Monday, December 13, 2010

'The children are satellites, beloved but tangential'

In 2005, Ayelet Waldman made several million, I'm guessing, from a well-timed NYT piece about being a Bad Mother (TM) and loving her husband more than her kids. Like, a lot more, it seems.  Shock me shock me shock me with your deviant behavior, Ayelet!

She and another then-hot Bad Mom hit Oprah and the talk show circuit - the antidote for emerging parental helicopters. Her kids were alright, but her sex life was, like, so much better you guys and she felt super guilty about it. But she also celebrated all the bad-motherness all the way to the bank.

I recall reading the piece then and thinking, well, it didn't seem wholly outlandish.  And helicopter parenting sounds crappy. And living every moment for your kids sounds boring and indulgent and a good reason to avoid having kids period.

And then I had a kid.
Do I have a wildly different opinion of her piece now? Yes and no.

I still think helicoptering is bad and indulgent. I now know parenting can be a whole lot of boring sometimes. 

But she's guilty of setting up the same parent strawmen she claims to rally against.  Sex disappears once kids arrvie!  Okay, maybe for a bit, but contrast our "How I lost my baby weight in 2 weeks!" culture with other cultures where that sort of marital activity is simply sidelined for two years in recognition of the toll childbearing and early rearing takes on a woman. Frankly, depending on the day of the week, that thinking sounds downright respectful towards women.  We wouldn't want that, right?  Especially in our brave new faux-equal world of shared breadwinning and housework?

Ayelet seems to value her husband more than her kids primarily because she bonks him and not them. That sounds crass but so does she.

One of the oft-quoted sections of her piece involves her preferring to outlive her children than her husband because, while she'd be super bummed, she can't imgaine/comprehend/bear a workd without her husband.
  I couldn't bear a world without mine either. But biology seemingly demands I protect Fidg's life to a degree I wouldn't exercise for anyone else - husband or self included.

Once again I'm back to this biological aspect for which I was unprepared during pregnancy. That there would be feelings and drives beyond my control.  That I am still an animal, just one with opposable thumbs and a command over fire.

Waldman writes:

And if my children resent having been moons rather than the sun? If they berate me for not having loved them enough? If they call me a bad mother?

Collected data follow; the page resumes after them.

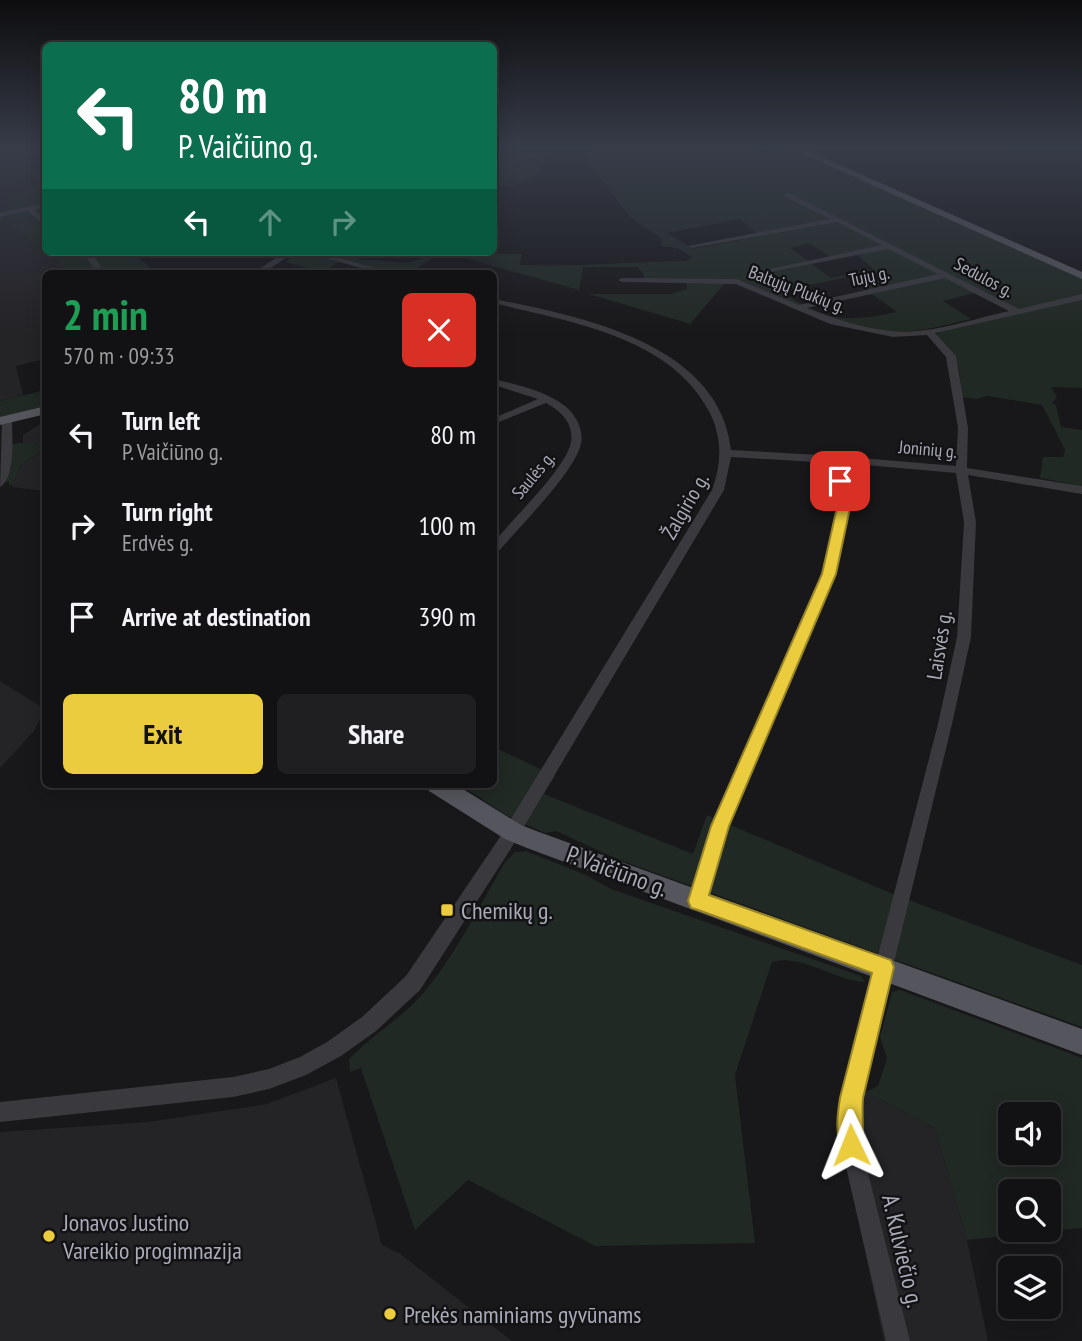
<!DOCTYPE html>
<html lang="en">
<head>
<meta charset="utf-8">
<style>
	:root { --surface:#121113; --page:#1f1f21; --text:#f1f3f6; --muted:#9c9da0; --line:#313133; --accent:#eacc3e }
	body { margin:0; font-family:"PT Sans Narrow",sans-serif; background:var(--page); color:var(--text); height:100vh; display:flex; flex-direction:column; font-size:26px; white-space:nowrap }
	* { box-sizing:border-box; margin:0 }
	p { font-size:23px; color:var(--muted) }
	.icon { flex:none; width:38px; height:38px; fill:none; stroke:currentColor; stroke-width:2; stroke-linecap:round; stroke-linejoin:round }
	.map { position:relative; flex:1; overflow:hidden }
	.drawer { position:absolute; left:42px; top:270px; width:455px; height:518px; display:flex; flex-direction:column; background:var(--surface); border-radius:10px; box-shadow:0 4px 18px #0003,0 0 0 2px var(--line) }
	.drawer>* { flex:none }
	.top-card { position:absolute; left:42px; top:42px; width:455px; height:214px; border-radius:10px; box-shadow:0 4px 18px #0003,0 0 0 2px var(--line); background:#0b6e4f; color:#fff; overflow:hidden }
	.controls { position:absolute; left:998px; top:1102px; display:grid; gap:14px }
	.controls a { display:grid; place-items:center; width:63px; height:63px; border-radius:10px; background:var(--surface); box-shadow:0 4px 18px #0003,0 0 0 2px var(--line); font-size:35px }
	.pin { position:absolute; display:grid; place-items:center; width:60px; height:60px; color:#fff; margin:-30px; border-radius:14px; box-shadow:0 4px 10px #0006 }
	.me { position:absolute; width:77px; margin:-38px; rotate:358deg; stroke-linejoin:round; filter:drop-shadow(0 0 5px #0008) }
	.turn { display:flex; align-items:center; gap:24px; height:147px; padding:0 21px; font-size:32px }
	.turn .icon { width:91px; height:91px; stroke-width:2.5 }
	.turn b { display:block; font-size:49px; line-height:60px }
	.lanes { display:flex; align-items:center; height:66px; padding:0 21px; background:#0003; justify-content:center; gap:35px; direction:ltr }
	.lanes .off { opacity:.35 }
	.round { display:grid; place-items:center; flex:none; width:74px; height:74px; border-radius:10px; background:var(--page) }
	.overview { display:flex; align-items:center; justify-content:space-between; height:119px; padding:0 21px }
	h1 { font-size:42px; font-weight:700; line-height:52px; color:#1e9e55 }
	.cta { display:flex; gap:14px; margin-top:auto; padding:14px 21px }
	.cta a { flex:1; height:80px; border-radius:10px; background:var(--accent); color:#111; font-size:28px; font-weight:700; line-height:80px; text-align:center }
	.cta a+a { background:var(--page); color:var(--text) }
	ul { padding:0; list-style:none }
	li { display:flex; align-items:center; gap:21px; height:91px; padding:0 21px }
	li div { flex:1 }
	li b { display:block; font-size:26px }
	li em { font-style:normal }
	.map>svg:first-child { display:block }
</style>
</head>
<body>
<div class="map">
<svg width="1082" height="1341" viewBox="0 0 1082 1341">
	<rect width="100%" height="100%" fill="#181719"/>
	<path fill="#242326" d="M 24,177 L 36,187 L 3,196 L 16,206 L 0,211 L 0,183 Z
		M 7,223 L 55,256 L 70,273 L 46,273 L 45,359 L 16,366 L 23,395 L 0,401 L 0,224 Z
		M 45,421 L 45,491 L 12,487 L 20,466 L 44,449 L 31,442 L 23,443 L 23,435 Z
		M 0,681 L 45,709 L 34,731 L 0,768 Z
		M 336,1078 L 382,1245 L 399,1253 L 512,1341 L 0,1341 L 0,1132 L 148,1122 L 267,1104 Z
		M 866,1092 L 935,1128 L 967,1240 L 988,1341 L 884,1341 L 836,1115 Z"/>
	<path fill="#212924" fill-rule="evenodd" d="M 0,146 L 45,146 L 45,250 L 7,223 L 0,224 L 0,211 L 15,206 L 3,196 L 35,188 L 33,185 L 40,183 L 31,176 L 0,183 Z
		M 583,146 L 784,146 L 1082,277 L 1082,296 L 1010,311 L 974,293 L 943,301 L 971,319 C 946,325 921,332 896,332 C 843,332 791,302 743,281 L 732,279 L 725,283 L 690,324 L 589,294 L 671,294 L 687,289 L 686,282 L 644,281 L 644,275 L 638,267 L 583,267 L 579,290 L 444,252 L 522,254 L 520,265 C 576,267 630,262 686,261 L 692,257 L 678,248 L 661,246 L 662,239 L 630,217 L 586,158 ZM 740,219 L 760,236 L 693,249 L 667,233 ZM 809,243 L 830,257 L 853,252 L 874,269 L 831,278 L 790,248 ZM 848,277 L 897,312 C 847,323 824,321 781,291 Z
		M 531,153 L 545,156 L 546,160 L 539,166 L 539,173 L 512,186 L 494,185 L 494,156 Z
		M 49,252 L 137,252 L 133,253 L 156,273 L 70,273 Z
		M 300,252 L 358,252 L 356,255 L 359,259 L 407,263 L 442,252 L 410,273 L 378,273 L 339,262 L 323,272 L 285,262 Z
		M 1082,299 L 1082,388 L 1051,387 L 1057,397 L 1052,403 L 1056,405 L 1061,427 L 1082,430 L 1082,486 L 1040,478 L 1043,457 L 1063,457 L 1065,450 L 1042,405 L 988,396 L 976,399 L 961,397 C 961,365 957,357 936,334 L 940,331 Z
		M 45,390 L 45,407 L 0,418 L 0,401 Z
		M 31,442 L 44,449 L 20,466 L 13,485 L 9,485 L 9,482 L 6,482 L 11,468 L 12,444 Z
		M 494,747 L 555,776 L 544,794 L 693,854 L 707,815 L 893,894 L 1082,965 L 1082,1027 L 617,859 L 556,831 L 545,833 L 529,826 L 506,815 L 459,784 L 494,784 Z
		M 526,851 L 586,875 L 611,889 L 861,976 L 865,982 C 835,981 801,953 772,962 L 735,1075 L 755,1243 L 595,1246 L 468,1180 L 415,1230 L 361,1068 L 350,1072 L 349,1059 C 370,1037 397,1021 418,999 C 454,959 478,908 505,862 L 515,852 Z
		M 900,990 L 1082,1058 L 1082,1228 L 967,1240 L 935,1128 L 866,1092 L 878,1086 L 887,1058 L 880,1037 L 892,992 ZM 1010,1115 L 1048,1115 L 1048,1153 L 1010,1153 ZM 1010,1192 L 1048,1192 L 1048,1230 L 1010,1230 Z"/>
	<g fill="none" stroke-linecap="round" stroke-linejoin="round">
		<path fill="#39393e" fill-rule="evenodd" d="M 787,192 L 1019,309 L 1082,294 L 1082,300 L 935,333 L 956,356 L 968,428 L 967,468 L 1082,486 L 1082,494 L 968,475 L 976,522 L 971,637 L 952,724 L 861,1098 L 859,1119 L 861,1145 L 910,1341 L 886,1341 L 841,1145 L 839,1119 L 841,1098 L 938,724 L 957,637 L 964,522 L 956,473 L 843,463 L 850,503 L 835,574 L 728,826 L 704,907 L 698,909 L 692,907 L 689,901 L 712,826 L 823,574 L 838,503 L 832,463 L 731,457 L 724,490 L 510,850 L 420,990 L 376,1031 L 341,1056 L 306,1075 L 269,1089 L 233,1097 L 0,1122 L 0,1102 L 233,1077 L 269,1069 L 300,1057 L 327,1042 L 362,1017 L 406,976 L 498,840 L 712,490 C 722,463 722,438 710,413 C 671,336 569,322 494,303 L 494,299 C 579,316 720,343 731,450 L 837,456 L 956,466 L 958,428 L 946,357 L 927,335 L 893,337 L 830,324 L 736,284 L 622,282 L 618,280 L 622,278 L 737,279 L 799,305 L 938,274 L 888,249 L 760,274 L 756,272 L 882,245 L 837,222 L 692,248 L 688,246 L 830,219 L 784,196 ZM 945,278 L 1009,311 C 972,319 930,335 891,331 C 862,328 834,319 807,308 Z
			M 46,203 L 46,207 L 34,210 L 46,220 L 46,226 L 27,211 L 0,217 L 0,213 Z
			M 83,252 L 91,252 L 105,273 L 97,273 Z
			M 285,252 L 295,252 L 263,273 L 253,273 Z
			M 305,252 L 318,252 L 392,273 L 379,273 Z
			M 494,379 C 517,385 546,391 565,406 C 576,415 584,430 581,444 C 574,473 519,527 498,552 L 494,553 L 494,542 C 512,519 566,469 571,442 C 574,424 561,411 546,403 L 494,424 L 494,418 L 538,399 L 494,385 Z
			M 7,417 L 12,420 C 12,437 16,478 0,487 L 2,420 Z"/>
		<path fill="#55555d" fill-rule="evenodd" d="M 785,146 L 797,146 L 1082,272 L 1082,279 Z
			M 46,406 L 46,414 L 0,425 L 0,417 Z
			M 426,784 L 455,784 L 521,825 L 539,832 L 1082,1029 L 1082,1055 L 527,848 L 505,839 L 429,791 Z"/>
	</g>
	<linearGradient id="sky" x2="0" y2="1"><stop stop-color="#0d0d0e"/><stop offset="0.44" stop-color="#373c49"/><stop offset="1" stop-color="#373c49" stop-opacity="0"/></linearGradient>
	<rect width="1082" height="334" fill="url(#sky)"/>
	<path fill="#eacc3e" stroke="#988528" stroke-width="2" d="M 840,477 L 847,481 L 851,503 L 836,574 L 729,826 L 709,895 L 891,960 L 894,967 L 863,1098 C 861,1116 866,1138 859,1153 L 851,1157 L 843,1153 C 835,1136 837,1117 840,1098 L 872,973 L 698,910 L 691,908 L 688,901 L 711,826 L 822,574 L 838,503 L 834,481 Z"/>
	<g fill="#eacc3e" stroke="#131214" stroke-width="2.5">
		<rect x="440" y="903" width="14" height="14" rx="3.5"/>
		<circle cx="49" cy="1236" r="7"/>
		<circle cx="390" cy="1314" r="7"/>
	</g>
	<g text-anchor="middle" dominant-baseline="central" stroke-width="5" stroke-linejoin="round" paint-order="stroke">
		<g font-size="18" fill="#aaacb9" stroke="#131214">
			<text transform="translate(869 276) rotate(-12)">Tujų g.</text>
			<text transform="translate(984 277) rotate(28)">Sedulos g.</text>
			<text transform="translate(797 289) rotate(21)">Baltųjų Plukių g.</text>
			<text transform="translate(928 449) rotate(5)">Joninių g.</text>
			<text transform="translate(533 475) rotate(-50)">Saulės g.</text>
		</g>
		<g font-size="21" fill="#aaacb9" stroke="#131214">
			<text transform="translate(685 506) rotate(-60)">Žalgirio g.</text>
			<text transform="translate(939 645) rotate(-81)">Laisvės g.</text>
		</g>
		<g font-size="24" fill="#aaacb9" stroke="#131214">
			<text transform="translate(617 871) rotate(20)">P. Vaičiūno g.</text>
			<text transform="translate(903 1251) rotate(77)">A. Kulviečio g.</text>
		</g>
		<g font-size="24" fill="#aaacb9" stroke="#131214" text-anchor="start">
			<text x="461" y="910">Chemikų g.</text>
			<text x="63" y="1222">Jonavos Justino<tspan x="63" dy="28">Vareikio progimnazija</tspan></text>
			<text x="404" y="1314">Prekės naminiams gyvūnams</text>
		</g>
	</g>
</svg>
<div class="controls">
<a><svg class="icon" aria-label="sound" viewBox="0 0 24 24"><path d="M4 9h4l5-4v14l-5-4H4zM17 9q2 3 0 6"/></svg></a>
<a><svg class="icon" aria-label="search" viewBox="0 0 24 24"><circle cx="10" cy="10" r="6"/><path d="M15 15l6 6"/></svg></a>
<a><svg class="icon" aria-label="layers" viewBox="0 0 24 24"><path d="M12 4l9 5-9 5-9-5zM3 14l9 5 9-5"/></svg></a>
</div>
<div class="pin" style="left:840px;top:481px;background:#d93025"><svg class="icon" aria-label="arrive" viewBox="0 0 24 24"><path d="M6 21V4h12l-3 4 3 4H6"/></svg></div>
<svg class="me" style="left:851px;top:1145px" viewBox="-20 -20 40 40"><path d="M0-17L14 15 0 8-14 15z" fill="#eacc3e" stroke="#fff" stroke-width="4"/></svg>
<div class="top-card">
<div class="turn"><svg class="icon" aria-label="left" viewBox="0 0 24 24"><path d="M17 20v-9H6M10 6l-5 5 5 5"/></svg><div><b>80 m</b>P. Vaičiūno g.</div></div>
<div class="lanes"><svg class="icon" aria-label="left" viewBox="0 0 24 24"><path d="M17 20v-9H6M10 6l-5 5 5 5"/></svg><svg class="icon off" aria-label="ahead" viewBox="0 0 24 24"><path d="M12 20V5M6 11l6-6 6 6"/></svg><svg class="icon off" aria-label="right" viewBox="0 0 24 24"><path d="M7 20v-9h11M14 6l5 5-5 5"/></svg></div>
</div>
<section class="drawer">
<div class="overview"><div><h1>2 min</h1><p>570 m · 09:33</p></div><a class="round" style="background:#d93025;color:#fff"><svg class="icon" aria-label="close" viewBox="0 0 24 24"><path d="M6 6l12 12M18 6L6 18"/></svg></a></div>
<ul>
<li><svg class="icon" aria-label="left" viewBox="0 0 24 24"><path d="M17 20v-9H6M10 6l-5 5 5 5"/></svg><div><b>Turn left</b><p>P. Vaičiūno g.</p></div><em>80 m</em></li>
<li><svg class="icon" aria-label="right" viewBox="0 0 24 24"><path d="M7 20v-9h11M14 6l5 5-5 5"/></svg><div><b>Turn right</b><p>Erdvės g.</p></div><em>100 m</em></li>
<li><svg class="icon" aria-label="arrive" viewBox="0 0 24 24"><path d="M6 21V4h12l-3 4 3 4H6"/></svg><div><b>Arrive at destination</b></div><em>390 m</em></li>
</ul>
<div class="cta"><a>Exit</a><a>Share</a></div>
</section>
</div>
</body>
</html>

I will tell them that I wish for them a love like I have for their father. I will tell them that they are my children, and they deserve both to love and be loved like that. I will tell them to settle for nothing less than what they saw when they looked at me, looking at him.
It's here in the closing paragraphs that I start to feel sad for Waldman. To her, there is marital love and no other love.  While I may someday tell my daughter - after a bad break-up or when she's contemplating an offer of marriage - that she should expect the same kind of love shared by her father and I, I know that love is different than the love I feel for her because she's my daughter not my spouse.

I can relate to Waldman's somewhat retstrained reaction to her daughter's birth and her perplexed reaction to people squealing "aren't you just so in love with her."  It took me awhile to become consciously connected to my daughter.  [I saw consciously because I lack a better word or generally vocabulary for those early days. Biologically, I was immediately connected and concerned with her health and well-being.  That she eat. Grow. Thrive. But I also resented the holy hell out of her demanding feeding schedule. I resented her for existing. Because hormones are a motherfucker and no one told me it might take some time. Or blame the c-section like the granola jerks do.]

Now, however, there's no question that what I feel for her extends beyond love. I love tortilla chips, vacations, and my dog, Patches. I love my parents. I'm in love with my husband. But all those loves are different than the love I feel for my daughter because all of those relationships are different than the one I have with my daughter.

In closing, I'd call Waldman a shallow fool except I doubt she's really anything other than a good writer with fantastic PR sense.  Otherwise, she really is a bad mother.